WHAT YOU SHOULD DO —
Copy every line of the records below that holds the word "roads".

Stored entries
========================
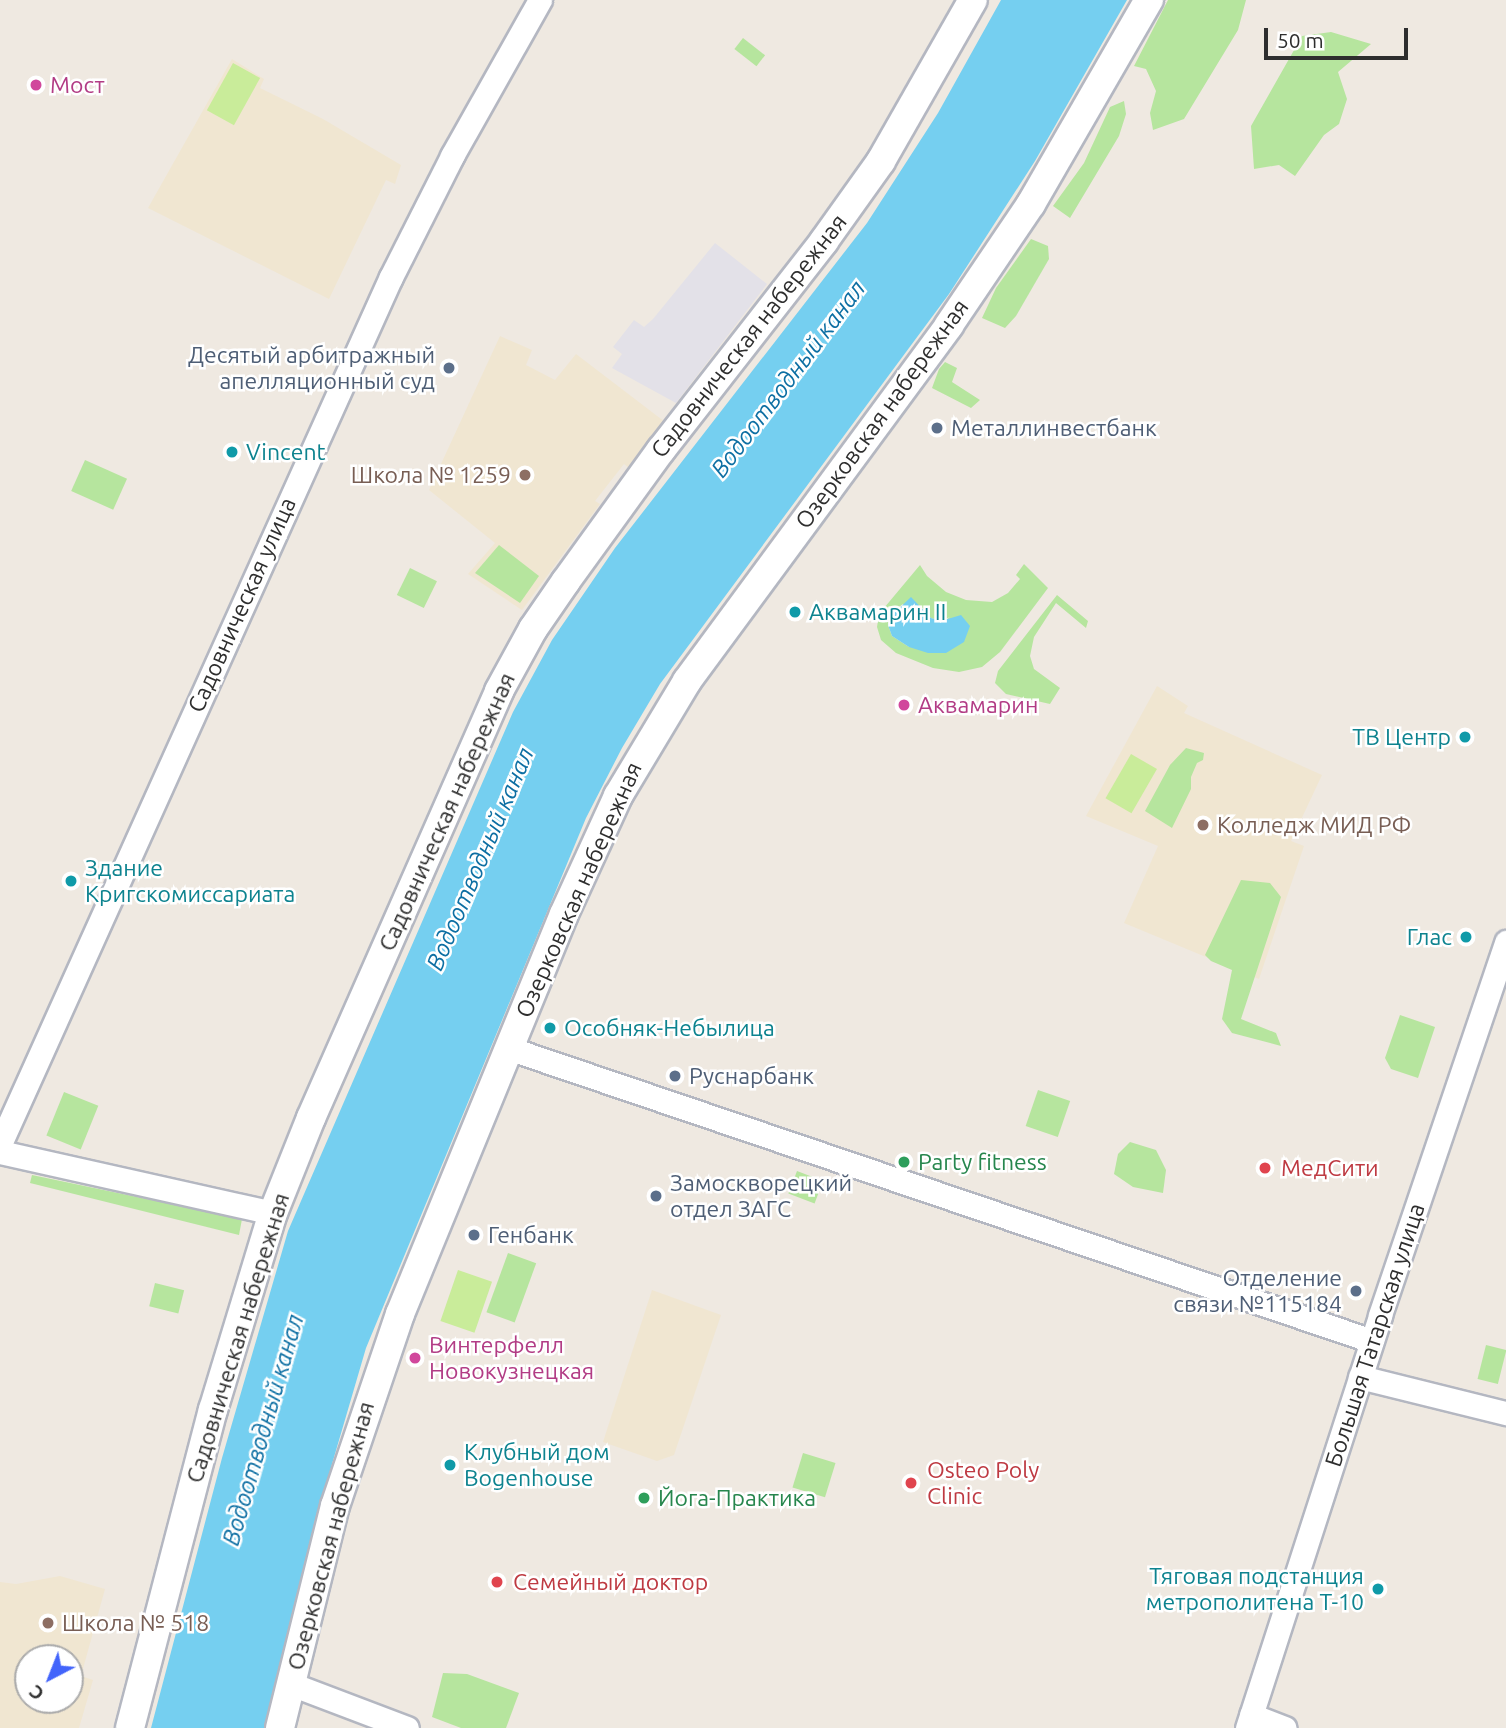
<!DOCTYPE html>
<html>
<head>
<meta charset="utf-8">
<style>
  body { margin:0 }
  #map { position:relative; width:1506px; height:1728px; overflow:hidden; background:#efe9e1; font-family:Ubuntu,sans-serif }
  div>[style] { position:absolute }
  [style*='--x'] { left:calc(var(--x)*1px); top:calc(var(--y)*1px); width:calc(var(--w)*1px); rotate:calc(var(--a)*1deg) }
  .industrial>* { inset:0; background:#e3e1e8 }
  .education>* { inset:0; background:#f0e6d1 }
  .green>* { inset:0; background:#b6e59e; transform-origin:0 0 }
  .pitch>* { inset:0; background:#c9ec9a; transform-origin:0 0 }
  .water>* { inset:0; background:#75cff0 }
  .roads { filter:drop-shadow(2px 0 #b4b7c1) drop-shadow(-2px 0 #b4b7c1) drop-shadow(0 2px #b4b7c1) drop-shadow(0 -2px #b4b7c1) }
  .minor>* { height:23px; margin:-11.5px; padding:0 11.5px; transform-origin:11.5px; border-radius:11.5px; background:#fff }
  .tertiary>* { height:28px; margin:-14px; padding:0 14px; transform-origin:14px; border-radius:14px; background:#fff }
  .dots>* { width:19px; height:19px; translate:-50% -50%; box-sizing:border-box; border:4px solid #fff; border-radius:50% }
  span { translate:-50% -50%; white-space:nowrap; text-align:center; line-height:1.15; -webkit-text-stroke:5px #fff; paint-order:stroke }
  .hotel-label { font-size:23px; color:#b23c85 }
  .left { translate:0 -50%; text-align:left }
  .street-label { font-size:23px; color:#2e2e2e }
  .service-label { font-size:23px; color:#4e5e75 }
  .right { translate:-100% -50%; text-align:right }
  .culture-label { font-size:23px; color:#0d838f }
  .education-label { font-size:23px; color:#785e54 }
  .leisure-label { font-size:23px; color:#27864d }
  .health-label { font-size:23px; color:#be3a42 }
  .water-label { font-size:24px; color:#0d6fa3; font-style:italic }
  .north { position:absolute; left:14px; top:1644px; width:70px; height:70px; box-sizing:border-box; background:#fff; border:2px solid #ababab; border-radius:50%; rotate:222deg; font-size:19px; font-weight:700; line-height:28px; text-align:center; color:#2e2e2e }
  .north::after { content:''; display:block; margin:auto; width:24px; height:32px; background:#4264fb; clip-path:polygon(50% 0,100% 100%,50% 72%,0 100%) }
  .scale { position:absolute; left:1264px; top:28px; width:144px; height:32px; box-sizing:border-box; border:4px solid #2e2e2e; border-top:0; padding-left:9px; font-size:21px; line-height:24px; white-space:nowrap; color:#2e2e2e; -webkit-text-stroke:5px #fff; paint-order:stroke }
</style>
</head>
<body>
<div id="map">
  <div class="industrial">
    <div style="clip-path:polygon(715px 243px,767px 284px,676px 403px,612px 368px,622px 354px,613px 347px,634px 320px,644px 327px,653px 319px)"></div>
  </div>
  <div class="education">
    <div style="clip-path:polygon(232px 59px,264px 79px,260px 88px,323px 119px,401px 165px,395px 184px,386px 180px,329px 299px,148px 208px)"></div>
    <div style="clip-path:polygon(500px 336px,532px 350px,526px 365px,555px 380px,576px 354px,665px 422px,629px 468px,624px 464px,595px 501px,600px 504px,522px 610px,468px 574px,495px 543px,429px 490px)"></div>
    <div style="clip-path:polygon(1157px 686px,1188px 706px,1184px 713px,1322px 775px,1291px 841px,1304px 846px,1259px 979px,1124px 923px,1158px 846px,1086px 816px)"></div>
    <div style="clip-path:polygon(652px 1290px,721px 1315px,674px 1455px,657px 1461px,603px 1442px)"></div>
    <div style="clip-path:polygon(evenodd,60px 1576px,105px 1589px,81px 1676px,93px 1680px,79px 1728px,0 1728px,0 1582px,16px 1584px,60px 1576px,28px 1658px,70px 1658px,70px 1700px,28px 1700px,28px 1658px)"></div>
  </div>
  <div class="green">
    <div style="clip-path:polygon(1168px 0,1246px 0,1238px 30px,1184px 119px,1153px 130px,1150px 113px,1156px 91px,1146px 69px,1134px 66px)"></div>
    <div style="clip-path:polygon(1331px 32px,1371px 44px,1338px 72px,1347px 99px,1339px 124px,1324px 135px,1295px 176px,1279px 165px,1254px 169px,1251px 126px,1302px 36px)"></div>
    <div style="left:743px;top:38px;width:28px;height:14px;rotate:38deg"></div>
    <div style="clip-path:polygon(1124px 101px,1126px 114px,1119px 136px,1070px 218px,1053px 206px,1084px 163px,1110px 107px)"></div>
    <div style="clip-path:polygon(1031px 239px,1048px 246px,1049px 259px,1016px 316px,1005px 328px,982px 318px,996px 288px)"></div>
    <div style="clip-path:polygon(945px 362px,957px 368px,952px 382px,980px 400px,971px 408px,932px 388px,939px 369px)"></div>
    <div style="left:85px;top:460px;width:46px;height:34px;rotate:24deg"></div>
    <div style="clip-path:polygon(499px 545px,539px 576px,520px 603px,475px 573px)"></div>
    <div style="clip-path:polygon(evenodd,1024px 564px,1048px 588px,1000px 652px,982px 667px,959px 672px,933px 668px,896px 653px,881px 640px,877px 627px,879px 614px,920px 565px,927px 576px,946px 592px,966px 600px,992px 602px,1008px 593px,1020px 579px,1016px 575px,1024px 564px,903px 604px,921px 606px,931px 618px,941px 621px,950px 617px,909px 647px,892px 636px,888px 625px,896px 609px,903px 604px)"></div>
    <div style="left:410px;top:568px;width:30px;height:30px;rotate:26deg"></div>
    <div style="clip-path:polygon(1057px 595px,1088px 621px,1086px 628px,1056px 603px,1034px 637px,1030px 656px,1034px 669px,1060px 688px,1050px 704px,1006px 694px,995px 683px,998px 671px)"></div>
    <div style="clip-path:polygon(1186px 748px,1204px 753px,1203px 760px,1197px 763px,1191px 777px,1191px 789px,1172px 828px,1145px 811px,1170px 765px)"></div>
    <div style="clip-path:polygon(1241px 880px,1270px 883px,1281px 897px,1241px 1019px,1276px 1033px,1281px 1046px,1232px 1033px,1222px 1019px,1232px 970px,1211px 961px,1205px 955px)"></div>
    <div style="clip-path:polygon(1400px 1015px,1435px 1027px,1418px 1078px,1391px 1069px,1385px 1058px)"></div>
    <div style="left:1038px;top:1090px;width:34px;height:38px;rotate:19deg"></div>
    <div style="left:64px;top:1092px;width:37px;height:47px;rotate:22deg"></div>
    <div style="clip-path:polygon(1130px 1142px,1156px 1150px,1166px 1170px,1163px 1193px,1133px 1187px,1114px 1174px,1118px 1154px)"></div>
    <div style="left:797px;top:1171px;width:28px;height:24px;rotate:21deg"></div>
    <div style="clip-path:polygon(32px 1175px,242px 1219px,239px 1235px,30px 1183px)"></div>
    <div style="left:508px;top:1253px;width:30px;height:63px;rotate:20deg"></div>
    <div style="left:155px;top:1283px;width:30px;height:24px;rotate:14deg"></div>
    <div style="left:1486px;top:1345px;width:21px;height:35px;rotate:14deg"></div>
    <div style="left:803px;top:1453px;width:34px;height:36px;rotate:17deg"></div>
    <div style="clip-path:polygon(443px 1673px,467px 1674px,519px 1693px,506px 1728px,461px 1728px,432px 1717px)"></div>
  </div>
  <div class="pitch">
    <div style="left:233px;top:63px;width:31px;height:54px;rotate:29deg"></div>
    <div style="left:1131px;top:754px;width:30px;height:51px;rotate:30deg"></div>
    <div style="left:458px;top:1270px;width:36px;height:54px;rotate:19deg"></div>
  </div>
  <div class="water">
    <div style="clip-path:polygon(1001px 0,1127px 0,1035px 161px,949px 294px,660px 684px,622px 748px,586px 818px,366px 1348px,313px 1529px,264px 1728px,151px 1728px,222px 1458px,288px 1231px,513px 712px,552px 640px,615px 548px,867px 223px,938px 113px)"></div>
    <div style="clip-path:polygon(911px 597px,931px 618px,941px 621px,961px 615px,970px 626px,964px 642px,946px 653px,928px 653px,909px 647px,892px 636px,888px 625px,891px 616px)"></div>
  </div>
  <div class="roads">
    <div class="minor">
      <div style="--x:508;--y:1048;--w:912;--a:18.73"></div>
      <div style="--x:0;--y:1144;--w:951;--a:-65.73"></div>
      <div style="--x:391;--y:277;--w:136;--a:-63.2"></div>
      <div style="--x:452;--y:156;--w:179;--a:-60.6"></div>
      <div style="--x:0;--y:1152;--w:280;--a:12.6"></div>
      <div style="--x:1360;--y:1377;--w:150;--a:13.9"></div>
      <div style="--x:291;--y:1684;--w:124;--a:20.8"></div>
      <div style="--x:1251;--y:1715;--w:36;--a:21"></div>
      <div style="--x:1247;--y:1728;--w:434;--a:-72.1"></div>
      <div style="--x:1380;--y:1315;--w:394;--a:-71.3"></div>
    </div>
    <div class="tertiary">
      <div style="--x:130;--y:1728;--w:329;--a:-75.4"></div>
      <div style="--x:213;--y:1410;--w:206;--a:-73.1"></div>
      <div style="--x:273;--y:1213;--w:102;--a:-68.2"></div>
      <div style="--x:311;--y:1118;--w:467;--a:-66.2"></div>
      <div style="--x:499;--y:691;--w:71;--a:-61.3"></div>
      <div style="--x:533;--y:629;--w:58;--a:-55.5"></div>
      <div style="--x:566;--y:581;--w:162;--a:-54.1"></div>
      <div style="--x:661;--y:450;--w:265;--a:-52"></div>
      <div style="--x:824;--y:241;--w:98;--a:-54.5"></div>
      <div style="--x:881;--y:161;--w:185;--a:-60.3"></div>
      <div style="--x:280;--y:1728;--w:229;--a:-76.1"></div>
      <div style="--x:335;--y:1506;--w:203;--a:-71.3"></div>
      <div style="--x:400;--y:1314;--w:432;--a:-67.7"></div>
      <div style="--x:564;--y:914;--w:130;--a:-65.4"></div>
      <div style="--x:618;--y:796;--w:134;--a:-59"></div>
      <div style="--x:687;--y:681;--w:442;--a:-53.6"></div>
      <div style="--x:949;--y:325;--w:146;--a:-55.9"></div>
      <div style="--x:1031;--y:204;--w:236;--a:-60"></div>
    </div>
  </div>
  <div class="dots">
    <div style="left:36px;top:85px;background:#d1479c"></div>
    <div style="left:449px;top:368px;background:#5c6f8a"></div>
    <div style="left:937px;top:428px;background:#5c6f8a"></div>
    <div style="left:232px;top:452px;background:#0f9aa8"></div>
    <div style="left:525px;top:475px;background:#8d6e63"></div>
    <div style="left:795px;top:612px;background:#0f9aa8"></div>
    <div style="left:904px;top:705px;background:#d1479c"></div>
    <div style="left:1465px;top:737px;background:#0f9aa8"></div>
    <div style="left:1203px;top:825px;background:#8d6e63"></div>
    <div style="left:71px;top:881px;background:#0f9aa8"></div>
    <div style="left:1466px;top:937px;background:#0f9aa8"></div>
    <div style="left:550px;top:1028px;background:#0f9aa8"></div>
    <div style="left:675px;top:1076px;background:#5c6f8a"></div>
    <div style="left:904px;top:1162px;background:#2e9e5b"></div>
    <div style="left:1265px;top:1168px;background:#e0444e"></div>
    <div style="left:656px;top:1196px;background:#5c6f8a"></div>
    <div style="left:474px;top:1235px;background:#5c6f8a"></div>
    <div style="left:1356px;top:1291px;background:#5c6f8a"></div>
    <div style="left:415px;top:1358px;background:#d1479c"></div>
    <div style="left:450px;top:1465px;background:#0f9aa8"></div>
    <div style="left:911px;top:1483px;background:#e0444e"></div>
    <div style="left:644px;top:1498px;background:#2e9e5b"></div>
    <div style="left:497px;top:1582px;background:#e0444e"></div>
    <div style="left:1378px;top:1589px;background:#0f9aa8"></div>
    <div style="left:48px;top:1623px;background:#8d6e63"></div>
  </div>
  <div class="hotel-label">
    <span class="left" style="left:50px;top:85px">Мост</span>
    <span class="left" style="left:918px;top:705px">Аквамарин</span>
    <span class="left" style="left:429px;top:1358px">Винтерфелл<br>Новокузнецкая</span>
  </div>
  <div class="street-label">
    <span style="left:749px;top:336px;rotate:-52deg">Садовническая набережная</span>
    <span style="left:882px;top:414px;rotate:-54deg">Озерковская набережная</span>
    <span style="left:242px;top:605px;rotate:-66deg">Садовническая улица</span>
    <span style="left:447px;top:812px;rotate:-66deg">Садовническая набережная</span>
    <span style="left:579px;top:890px;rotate:-66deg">Озерковская набережная</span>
    <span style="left:1375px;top:1335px;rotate:-72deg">Большая Татарская улица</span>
    <span style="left:238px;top:1338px;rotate:-73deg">Садовническая набережная</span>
    <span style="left:331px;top:1536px;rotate:-75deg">Озерковская набережная</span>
  </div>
  <div class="service-label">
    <span class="right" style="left:435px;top:368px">Десятый арбитражный<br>апелляционный суд</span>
    <span class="left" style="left:951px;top:428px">Металлинвестбанк</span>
    <span class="left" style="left:689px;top:1076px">Руснарбанк</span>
    <span class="left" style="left:670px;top:1196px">Замоскворецкий<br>отдел ЗАГС</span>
    <span class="left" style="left:488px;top:1235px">Генбанк</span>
    <span class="right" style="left:1342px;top:1291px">Отделение<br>связи №115184</span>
  </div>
  <div class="culture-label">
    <span class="left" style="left:246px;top:452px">Vincent</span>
    <span class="left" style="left:809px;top:612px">Аквамарин II</span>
    <span class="right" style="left:1451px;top:737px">ТВ Центр</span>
    <span class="left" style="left:85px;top:881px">Здание<br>Кригскомиссариата</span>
    <span class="right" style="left:1452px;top:937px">Глас</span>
    <span class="left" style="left:564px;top:1028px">Особняк-Небылица</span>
    <span class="left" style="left:464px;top:1465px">Клубный дом<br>Bogenhouse</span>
    <span class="right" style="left:1364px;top:1589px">Тяговая подстанция<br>метрополитена Т-10</span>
  </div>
  <div class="education-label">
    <span class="right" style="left:511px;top:475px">Школа № 1259</span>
    <span class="left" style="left:1217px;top:825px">Колледж МИД РФ</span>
    <span class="left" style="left:62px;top:1623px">Школа № 518</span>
  </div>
  <div class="leisure-label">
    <span class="left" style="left:918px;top:1162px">Party fitness</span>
    <span class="left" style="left:658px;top:1498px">Йога-Практика</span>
  </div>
  <div class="health-label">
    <span class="left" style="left:1281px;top:1168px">МедСити</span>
    <span class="left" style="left:927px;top:1483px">Osteo Poly<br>Clinic</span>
    <span class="left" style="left:513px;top:1582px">Семейный доктор</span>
  </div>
  <div class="water-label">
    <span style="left:788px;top:379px;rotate:-53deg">Водоотводный канал</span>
    <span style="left:480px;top:859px;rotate:-67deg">Водоотводный канал</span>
    <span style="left:263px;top:1430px;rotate:-74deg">Водоотводный канал</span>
  </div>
  <div class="north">С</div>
  <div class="scale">50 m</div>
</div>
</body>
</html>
========================
RESULT —
  .roads { filter:drop-shadow(2px 0 #b4b7c1) drop-shadow(-2px 0 #b4b7c1) drop-shadow(0 2px #b4b7c1) drop-shadow(0 -2px #b4b7c1) }
  <div class="roads">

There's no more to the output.